▶ YOUR INSTRUCTIONS
Leave out the pictures, and retype the remaining data exactly.

===== AVAILABLE DATA

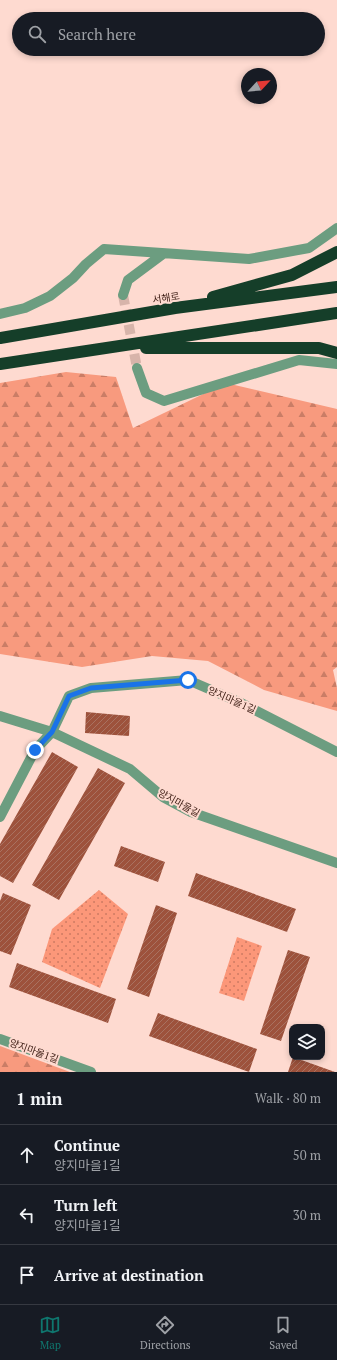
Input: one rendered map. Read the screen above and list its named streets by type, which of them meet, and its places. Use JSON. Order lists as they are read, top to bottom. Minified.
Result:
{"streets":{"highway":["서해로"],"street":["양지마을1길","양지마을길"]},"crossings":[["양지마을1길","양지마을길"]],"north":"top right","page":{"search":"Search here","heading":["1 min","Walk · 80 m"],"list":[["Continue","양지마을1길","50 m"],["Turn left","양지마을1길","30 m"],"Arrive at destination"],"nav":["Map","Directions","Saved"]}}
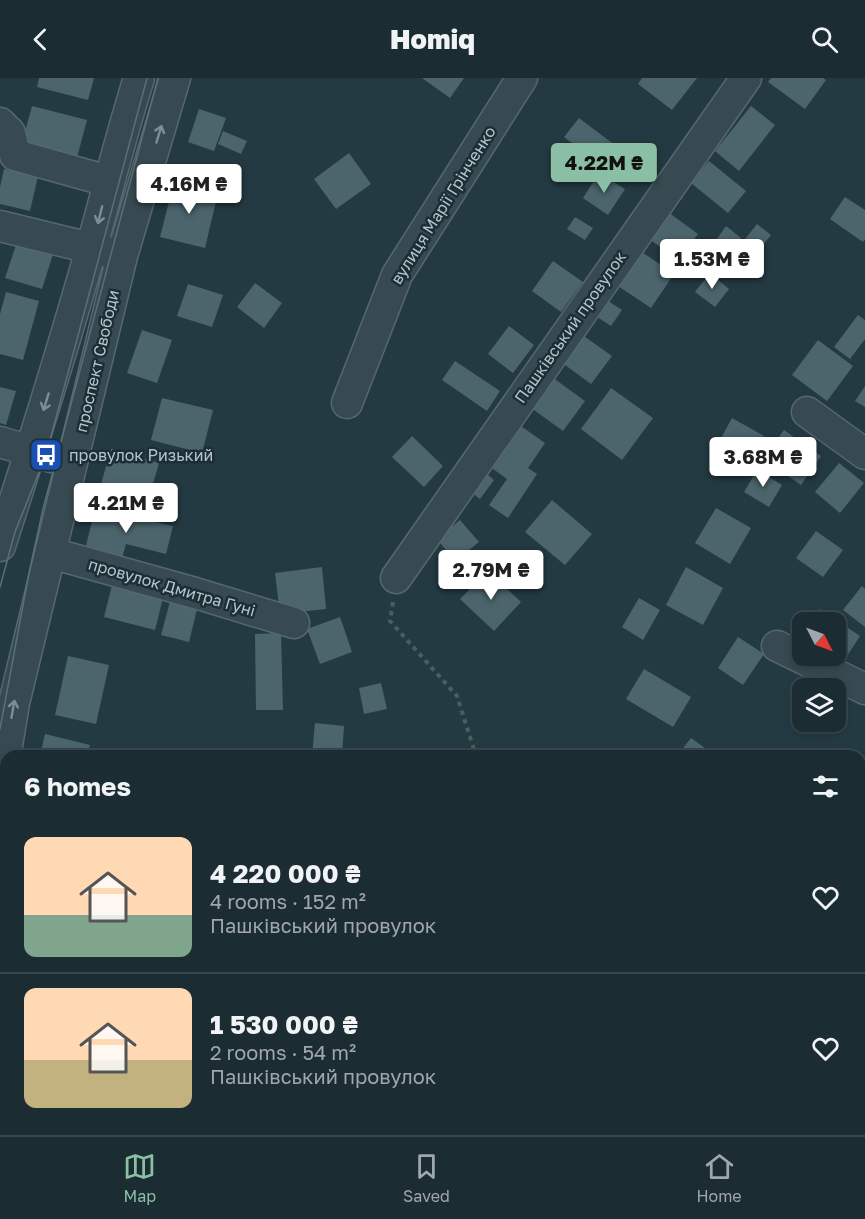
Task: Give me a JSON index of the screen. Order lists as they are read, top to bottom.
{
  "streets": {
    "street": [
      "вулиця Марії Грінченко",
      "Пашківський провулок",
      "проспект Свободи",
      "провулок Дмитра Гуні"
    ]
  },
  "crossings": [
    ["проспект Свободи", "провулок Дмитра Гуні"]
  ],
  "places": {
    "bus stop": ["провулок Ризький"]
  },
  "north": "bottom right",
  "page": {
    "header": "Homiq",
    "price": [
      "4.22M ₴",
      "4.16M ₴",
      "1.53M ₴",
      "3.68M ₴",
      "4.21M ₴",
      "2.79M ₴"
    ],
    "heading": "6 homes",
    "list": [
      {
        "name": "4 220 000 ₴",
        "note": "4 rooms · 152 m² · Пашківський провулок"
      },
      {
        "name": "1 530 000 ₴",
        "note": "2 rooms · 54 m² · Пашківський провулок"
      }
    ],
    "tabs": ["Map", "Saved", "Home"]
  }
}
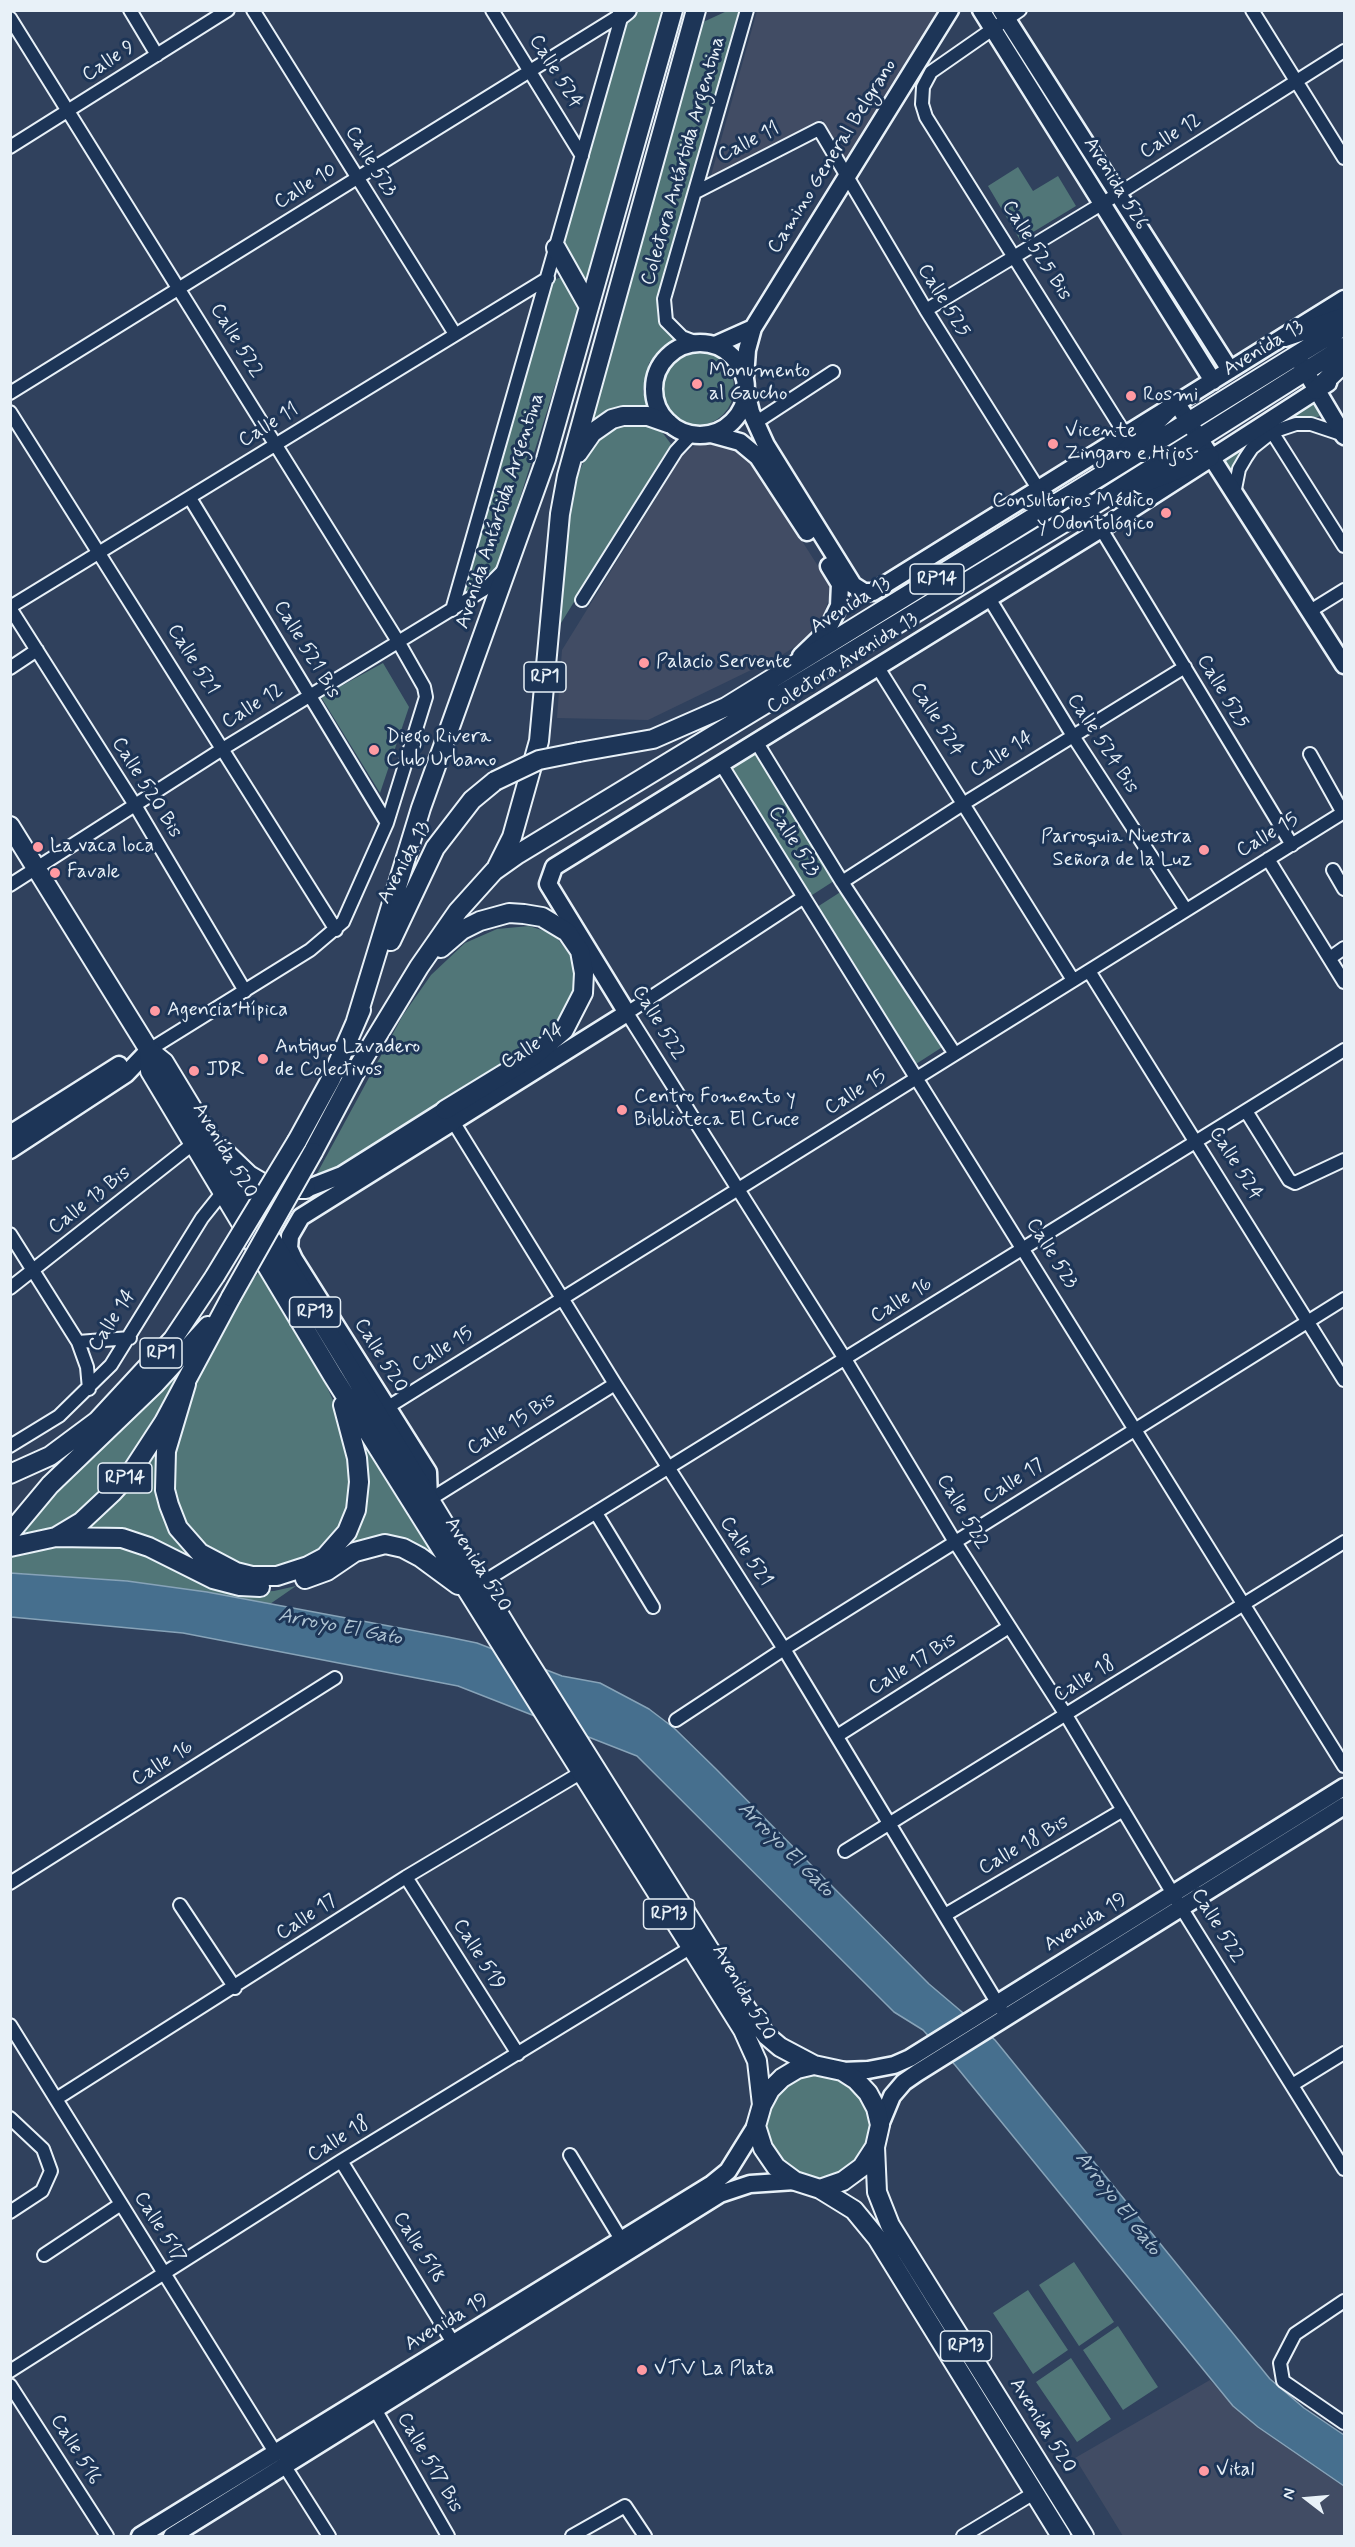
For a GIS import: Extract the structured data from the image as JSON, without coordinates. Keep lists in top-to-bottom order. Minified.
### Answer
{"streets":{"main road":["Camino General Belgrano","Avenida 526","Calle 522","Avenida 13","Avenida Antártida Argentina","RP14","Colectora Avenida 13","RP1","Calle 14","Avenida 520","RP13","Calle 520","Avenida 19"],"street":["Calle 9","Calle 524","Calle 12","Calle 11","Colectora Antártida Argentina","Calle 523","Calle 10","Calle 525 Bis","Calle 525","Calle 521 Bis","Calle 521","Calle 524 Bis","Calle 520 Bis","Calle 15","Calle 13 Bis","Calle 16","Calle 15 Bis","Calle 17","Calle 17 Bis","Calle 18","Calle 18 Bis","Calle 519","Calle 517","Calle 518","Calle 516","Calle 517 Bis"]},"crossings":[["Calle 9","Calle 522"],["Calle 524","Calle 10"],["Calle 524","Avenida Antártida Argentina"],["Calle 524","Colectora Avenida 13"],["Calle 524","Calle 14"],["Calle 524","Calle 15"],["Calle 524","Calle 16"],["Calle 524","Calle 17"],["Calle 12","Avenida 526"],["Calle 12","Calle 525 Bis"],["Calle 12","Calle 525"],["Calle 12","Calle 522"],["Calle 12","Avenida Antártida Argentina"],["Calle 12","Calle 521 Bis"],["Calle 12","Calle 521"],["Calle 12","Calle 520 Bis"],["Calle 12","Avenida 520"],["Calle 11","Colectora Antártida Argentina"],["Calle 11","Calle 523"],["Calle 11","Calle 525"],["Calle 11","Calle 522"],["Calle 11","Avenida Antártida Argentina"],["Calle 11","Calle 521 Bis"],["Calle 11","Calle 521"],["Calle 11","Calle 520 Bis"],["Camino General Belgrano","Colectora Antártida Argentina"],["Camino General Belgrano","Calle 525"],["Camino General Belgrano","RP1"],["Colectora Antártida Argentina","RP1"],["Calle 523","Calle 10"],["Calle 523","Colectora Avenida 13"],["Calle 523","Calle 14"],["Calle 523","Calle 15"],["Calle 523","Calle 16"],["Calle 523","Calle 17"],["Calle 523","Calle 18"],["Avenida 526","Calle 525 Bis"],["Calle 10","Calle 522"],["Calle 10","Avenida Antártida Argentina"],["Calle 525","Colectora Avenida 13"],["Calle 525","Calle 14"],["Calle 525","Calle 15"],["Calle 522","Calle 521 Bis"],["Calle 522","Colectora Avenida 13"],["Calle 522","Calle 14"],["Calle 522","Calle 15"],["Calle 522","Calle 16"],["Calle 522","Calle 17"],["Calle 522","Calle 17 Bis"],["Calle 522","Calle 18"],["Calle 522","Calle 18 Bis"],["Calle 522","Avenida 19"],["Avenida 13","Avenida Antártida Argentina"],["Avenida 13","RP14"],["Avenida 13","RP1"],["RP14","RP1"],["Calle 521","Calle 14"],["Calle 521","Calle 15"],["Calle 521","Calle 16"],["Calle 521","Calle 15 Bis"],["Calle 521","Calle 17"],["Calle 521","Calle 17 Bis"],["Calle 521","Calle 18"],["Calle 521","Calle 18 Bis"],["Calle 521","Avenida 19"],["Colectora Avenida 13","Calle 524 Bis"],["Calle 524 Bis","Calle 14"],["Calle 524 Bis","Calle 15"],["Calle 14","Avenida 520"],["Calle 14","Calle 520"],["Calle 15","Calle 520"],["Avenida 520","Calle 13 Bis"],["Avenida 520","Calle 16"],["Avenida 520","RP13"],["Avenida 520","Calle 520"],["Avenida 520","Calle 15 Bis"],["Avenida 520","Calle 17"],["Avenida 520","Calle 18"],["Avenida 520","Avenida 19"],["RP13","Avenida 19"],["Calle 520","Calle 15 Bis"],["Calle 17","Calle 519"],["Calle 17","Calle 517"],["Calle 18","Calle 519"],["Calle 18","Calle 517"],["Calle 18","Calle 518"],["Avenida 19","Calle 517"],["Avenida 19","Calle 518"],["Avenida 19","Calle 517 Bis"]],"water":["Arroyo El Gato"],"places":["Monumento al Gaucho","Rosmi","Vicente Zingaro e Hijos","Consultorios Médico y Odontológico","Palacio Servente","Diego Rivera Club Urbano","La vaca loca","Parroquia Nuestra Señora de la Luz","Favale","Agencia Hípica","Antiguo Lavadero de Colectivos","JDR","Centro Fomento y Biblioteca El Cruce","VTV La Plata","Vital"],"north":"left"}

==========

▶ RESULT FOR THIS TASK
Input: one rendered map. Read the screen above and list its named streets by type, which of them meet, and its places. Use JSON. Order lists as they are read, top to bottom. Minified.
Result:
{"streets":{"highway":["서해로"],"street":["양지마을1길","양지마을길"]},"crossings":[["양지마을1길","양지마을길"]],"north":"top right","page":{"search":"Search here","heading":["1 min","Walk · 80 m"],"list":[["Continue","양지마을1길","50 m"],["Turn left","양지마을1길","30 m"],"Arrive at destination"],"nav":["Map","Directions","Saved"]}}
Task: Give me a JSON index of the screen. Order lists as they are read, top to bottom.
{
  "streets": {
    "street": [
      "вулиця Марії Грінченко",
      "Пашківський провулок",
      "проспект Свободи",
      "провулок Дмитра Гуні"
    ]
  },
  "crossings": [
    ["проспект Свободи", "провулок Дмитра Гуні"]
  ],
  "places": {
    "bus stop": ["провулок Ризький"]
  },
  "north": "bottom right",
  "page": {
    "header": "Homiq",
    "price": [
      "4.22M ₴",
      "4.16M ₴",
      "1.53M ₴",
      "3.68M ₴",
      "4.21M ₴",
      "2.79M ₴"
    ],
    "heading": "6 homes",
    "list": [
      {
        "name": "4 220 000 ₴",
        "note": "4 rooms · 152 m² · Пашківський провулок"
      },
      {
        "name": "1 530 000 ₴",
        "note": "2 rooms · 54 m² · Пашківський провулок"
      }
    ],
    "tabs": ["Map", "Saved", "Home"]
  }
}
For a GIS import: Extract the structured data from the image as JSON, without coordinates. Keep lists in top-to-bottom order. Minified.
### Answer
{"streets":{"main road":["Camino General Belgrano","Avenida 526","Calle 522","Avenida 13","Avenida Antártida Argentina","RP14","Colectora Avenida 13","RP1","Calle 14","Avenida 520","RP13","Calle 520","Avenida 19"],"street":["Calle 9","Calle 524","Calle 12","Calle 11","Colectora Antártida Argentina","Calle 523","Calle 10","Calle 525 Bis","Calle 525","Calle 521 Bis","Calle 521","Calle 524 Bis","Calle 520 Bis","Calle 15","Calle 13 Bis","Calle 16","Calle 15 Bis","Calle 17","Calle 17 Bis","Calle 18","Calle 18 Bis","Calle 519","Calle 517","Calle 518","Calle 516","Calle 517 Bis"]},"crossings":[["Calle 9","Calle 522"],["Calle 524","Calle 10"],["Calle 524","Avenida Antártida Argentina"],["Calle 524","Colectora Avenida 13"],["Calle 524","Calle 14"],["Calle 524","Calle 15"],["Calle 524","Calle 16"],["Calle 524","Calle 17"],["Calle 12","Avenida 526"],["Calle 12","Calle 525 Bis"],["Calle 12","Calle 525"],["Calle 12","Calle 522"],["Calle 12","Avenida Antártida Argentina"],["Calle 12","Calle 521 Bis"],["Calle 12","Calle 521"],["Calle 12","Calle 520 Bis"],["Calle 12","Avenida 520"],["Calle 11","Colectora Antártida Argentina"],["Calle 11","Calle 523"],["Calle 11","Calle 525"],["Calle 11","Calle 522"],["Calle 11","Avenida Antártida Argentina"],["Calle 11","Calle 521 Bis"],["Calle 11","Calle 521"],["Calle 11","Calle 520 Bis"],["Camino General Belgrano","Colectora Antártida Argentina"],["Camino General Belgrano","Calle 525"],["Camino General Belgrano","RP1"],["Colectora Antártida Argentina","RP1"],["Calle 523","Calle 10"],["Calle 523","Colectora Avenida 13"],["Calle 523","Calle 14"],["Calle 523","Calle 15"],["Calle 523","Calle 16"],["Calle 523","Calle 17"],["Calle 523","Calle 18"],["Avenida 526","Calle 525 Bis"],["Calle 10","Calle 522"],["Calle 10","Avenida Antártida Argentina"],["Calle 525","Colectora Avenida 13"],["Calle 525","Calle 14"],["Calle 525","Calle 15"],["Calle 522","Calle 521 Bis"],["Calle 522","Colectora Avenida 13"],["Calle 522","Calle 14"],["Calle 522","Calle 15"],["Calle 522","Calle 16"],["Calle 522","Calle 17"],["Calle 522","Calle 17 Bis"],["Calle 522","Calle 18"],["Calle 522","Calle 18 Bis"],["Calle 522","Avenida 19"],["Avenida 13","Avenida Antártida Argentina"],["Avenida 13","RP14"],["Avenida 13","RP1"],["RP14","RP1"],["Calle 521","Calle 14"],["Calle 521","Calle 15"],["Calle 521","Calle 16"],["Calle 521","Calle 15 Bis"],["Calle 521","Calle 17"],["Calle 521","Calle 17 Bis"],["Calle 521","Calle 18"],["Calle 521","Calle 18 Bis"],["Calle 521","Avenida 19"],["Colectora Avenida 13","Calle 524 Bis"],["Calle 524 Bis","Calle 14"],["Calle 524 Bis","Calle 15"],["Calle 14","Avenida 520"],["Calle 14","Calle 520"],["Calle 15","Calle 520"],["Avenida 520","Calle 13 Bis"],["Avenida 520","Calle 16"],["Avenida 520","RP13"],["Avenida 520","Calle 520"],["Avenida 520","Calle 15 Bis"],["Avenida 520","Calle 17"],["Avenida 520","Calle 18"],["Avenida 520","Avenida 19"],["RP13","Avenida 19"],["Calle 520","Calle 15 Bis"],["Calle 17","Calle 519"],["Calle 17","Calle 517"],["Calle 18","Calle 519"],["Calle 18","Calle 517"],["Calle 18","Calle 518"],["Avenida 19","Calle 517"],["Avenida 19","Calle 518"],["Avenida 19","Calle 517 Bis"]],"water":["Arroyo El Gato"],"places":["Monumento al Gaucho","Rosmi","Vicente Zingaro e Hijos","Consultorios Médico y Odontológico","Palacio Servente","Diego Rivera Club Urbano","La vaca loca","Parroquia Nuestra Señora de la Luz","Favale","Agencia Hípica","Antiguo Lavadero de Colectivos","JDR","Centro Fomento y Biblioteca El Cruce","VTV La Plata","Vital"],"north":"left"}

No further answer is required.